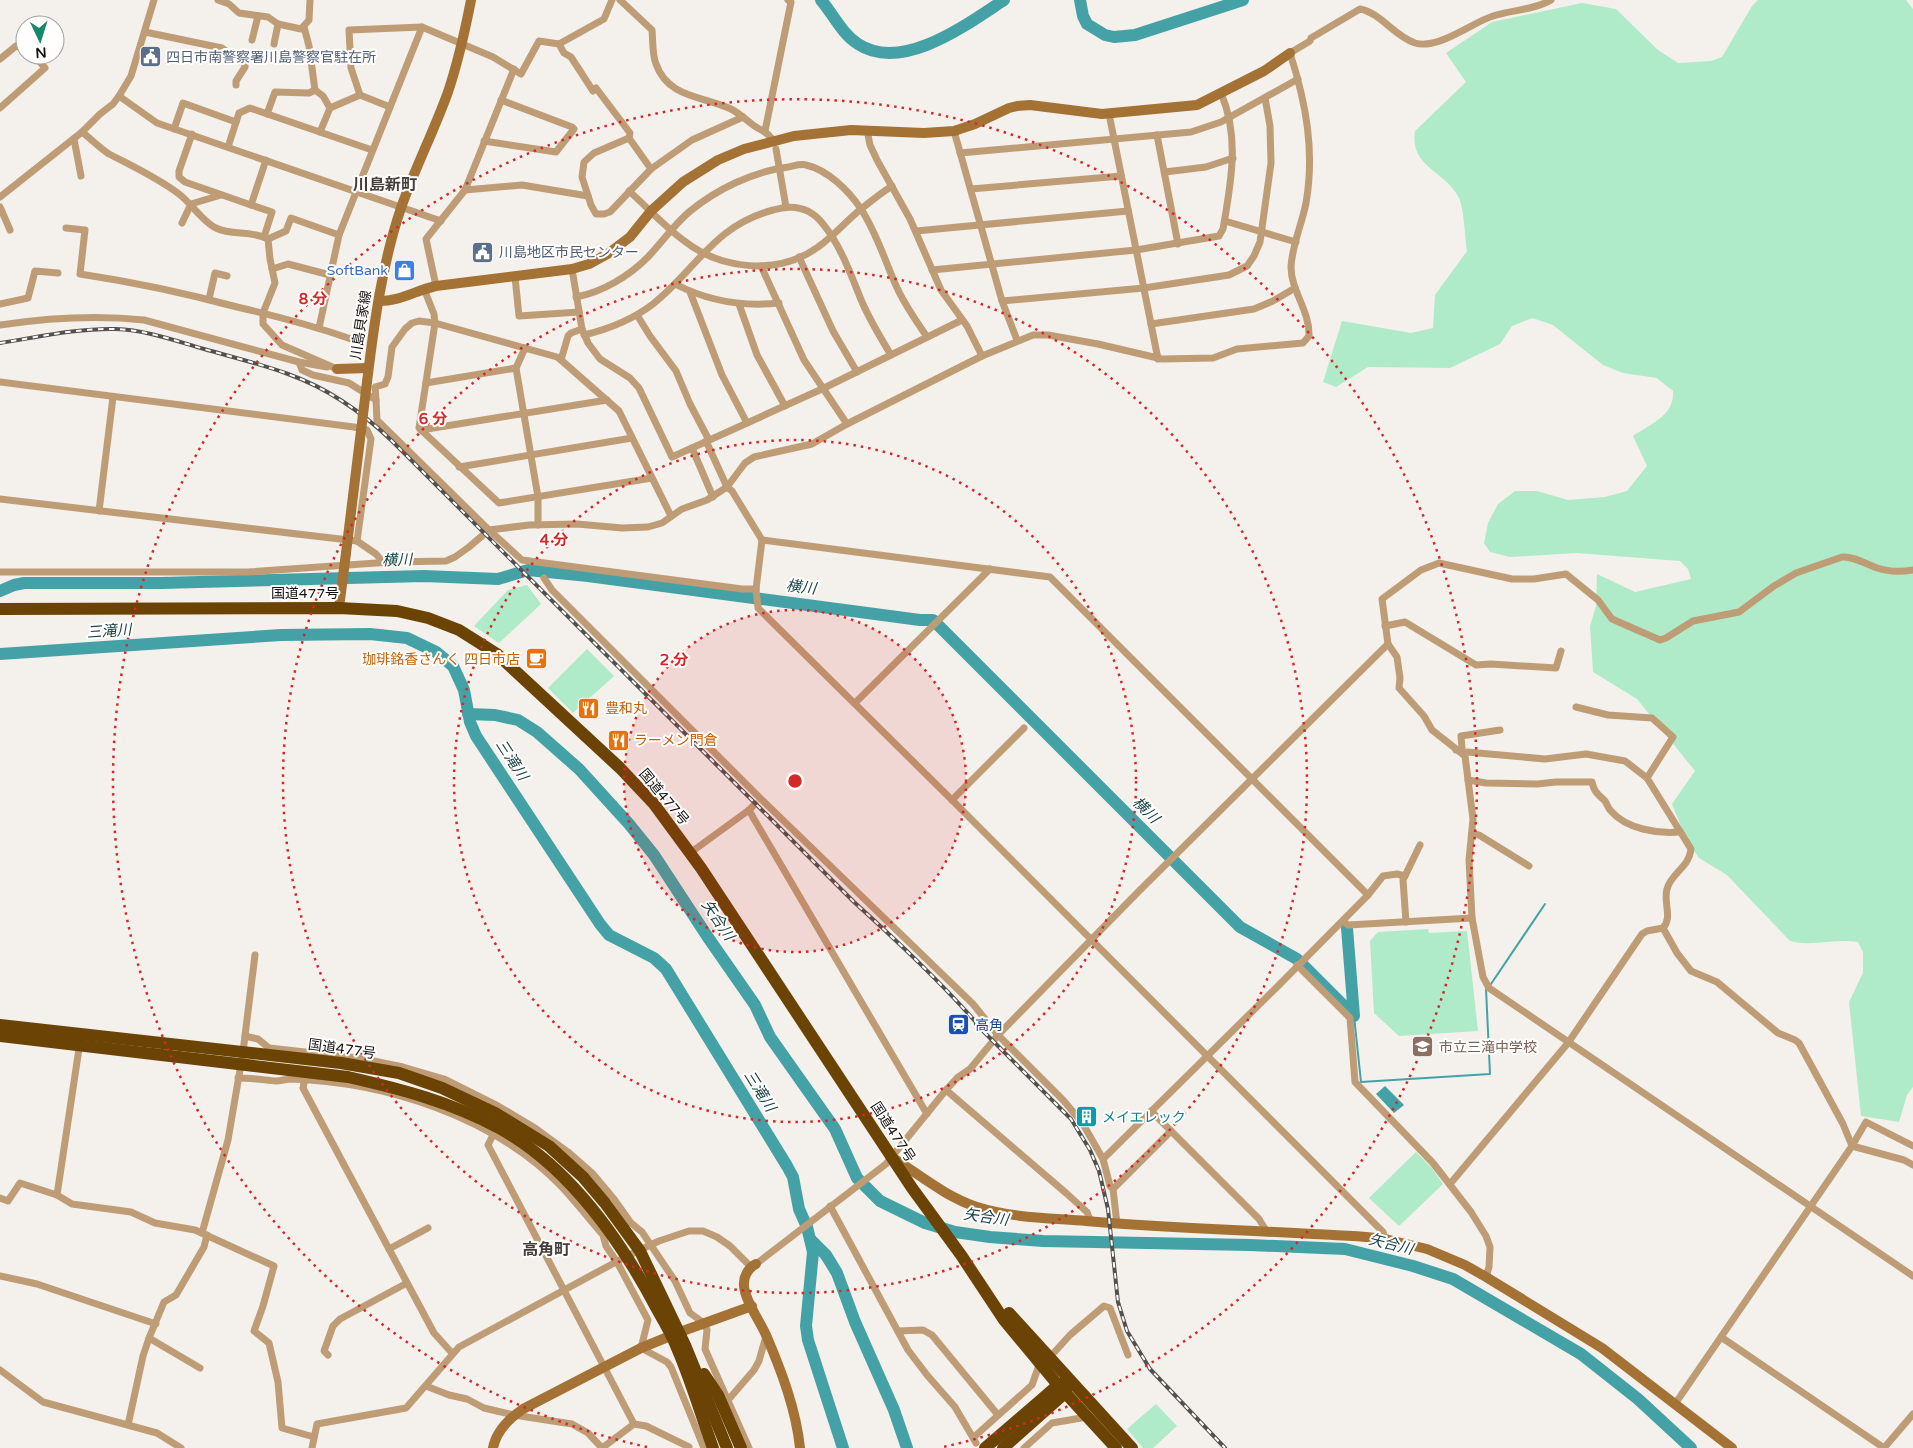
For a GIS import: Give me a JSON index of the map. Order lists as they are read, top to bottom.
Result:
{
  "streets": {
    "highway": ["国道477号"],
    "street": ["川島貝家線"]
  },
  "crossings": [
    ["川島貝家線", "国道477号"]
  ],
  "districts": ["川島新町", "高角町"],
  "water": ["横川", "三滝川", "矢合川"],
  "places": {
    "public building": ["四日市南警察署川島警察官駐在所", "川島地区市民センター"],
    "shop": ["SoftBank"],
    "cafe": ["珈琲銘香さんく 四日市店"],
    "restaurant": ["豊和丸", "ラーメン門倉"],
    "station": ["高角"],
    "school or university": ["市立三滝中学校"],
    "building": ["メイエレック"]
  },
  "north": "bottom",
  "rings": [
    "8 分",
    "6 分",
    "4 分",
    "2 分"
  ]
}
● ● ● ● ●
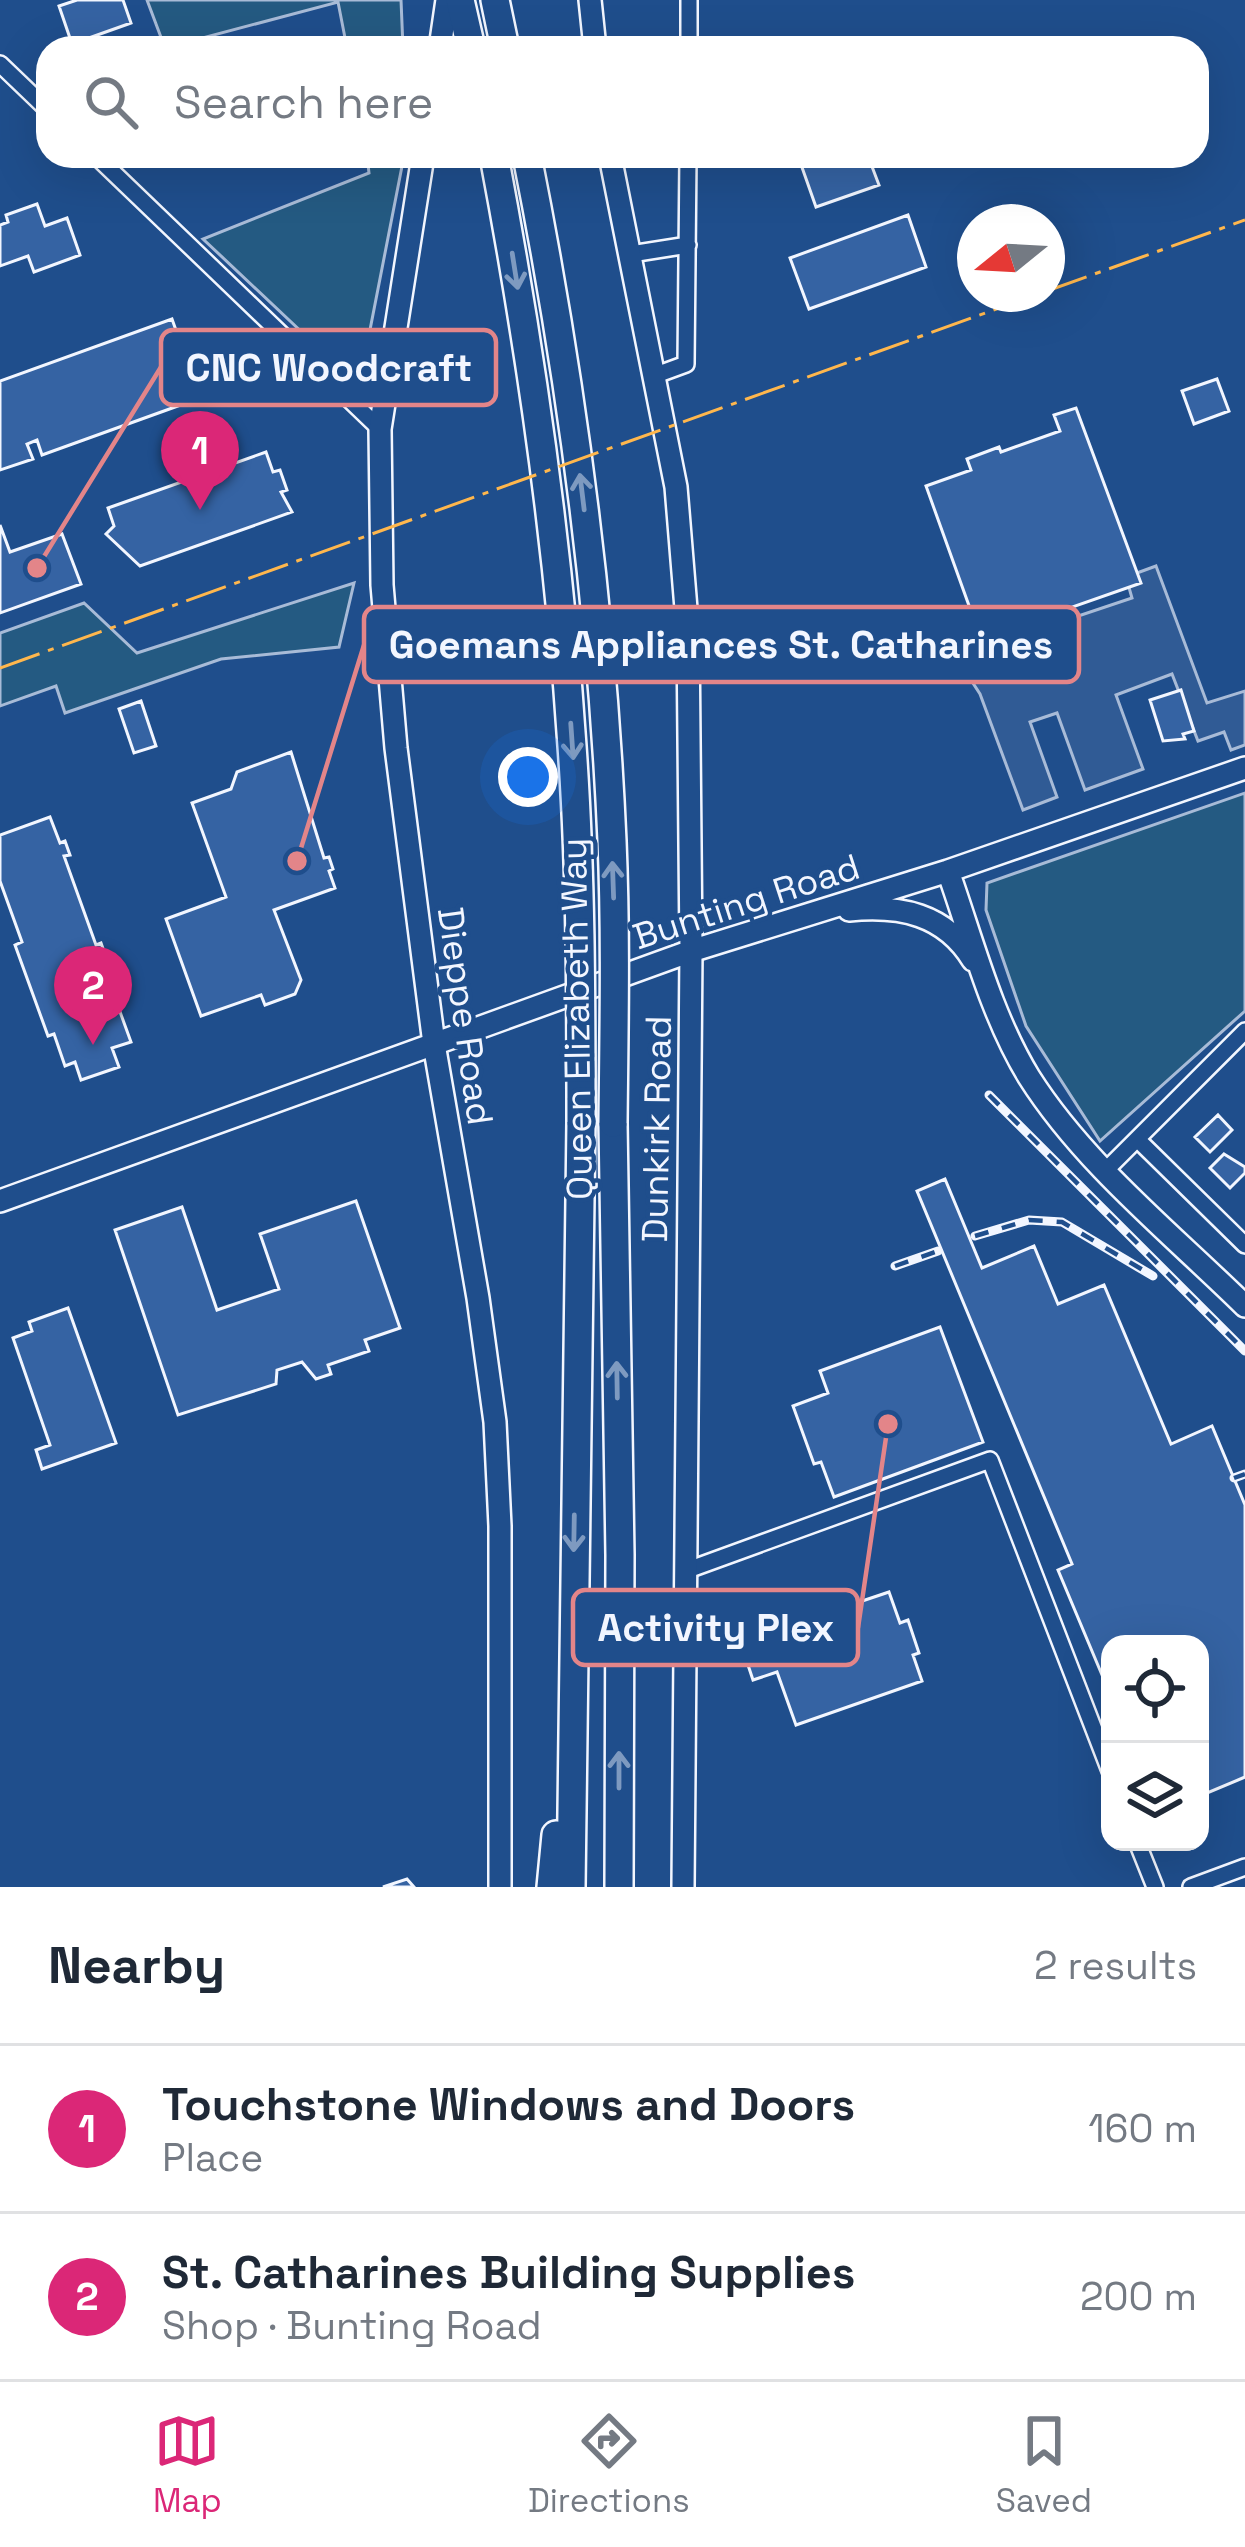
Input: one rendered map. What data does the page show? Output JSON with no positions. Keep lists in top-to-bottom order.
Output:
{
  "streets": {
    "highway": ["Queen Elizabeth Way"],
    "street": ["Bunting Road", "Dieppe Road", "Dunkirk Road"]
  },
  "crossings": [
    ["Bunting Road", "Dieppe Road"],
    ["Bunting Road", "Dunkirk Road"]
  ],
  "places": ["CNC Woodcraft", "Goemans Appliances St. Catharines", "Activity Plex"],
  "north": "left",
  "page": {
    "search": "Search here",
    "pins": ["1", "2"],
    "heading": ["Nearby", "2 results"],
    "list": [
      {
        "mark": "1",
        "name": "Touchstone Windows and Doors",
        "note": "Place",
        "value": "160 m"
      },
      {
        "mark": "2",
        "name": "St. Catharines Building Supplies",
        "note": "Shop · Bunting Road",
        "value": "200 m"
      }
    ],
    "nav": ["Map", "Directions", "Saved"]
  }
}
● ● ● ● ●
Which lines of the entries above contain the word "JSON"? Copy each of them.

For a GIS import: Give me a JSON index of the map. Order lists as they are read, top to bottom.
Input: one rendered map. What data does the page show? Output JSON with no positions. Keep lists in top-to-bottom order.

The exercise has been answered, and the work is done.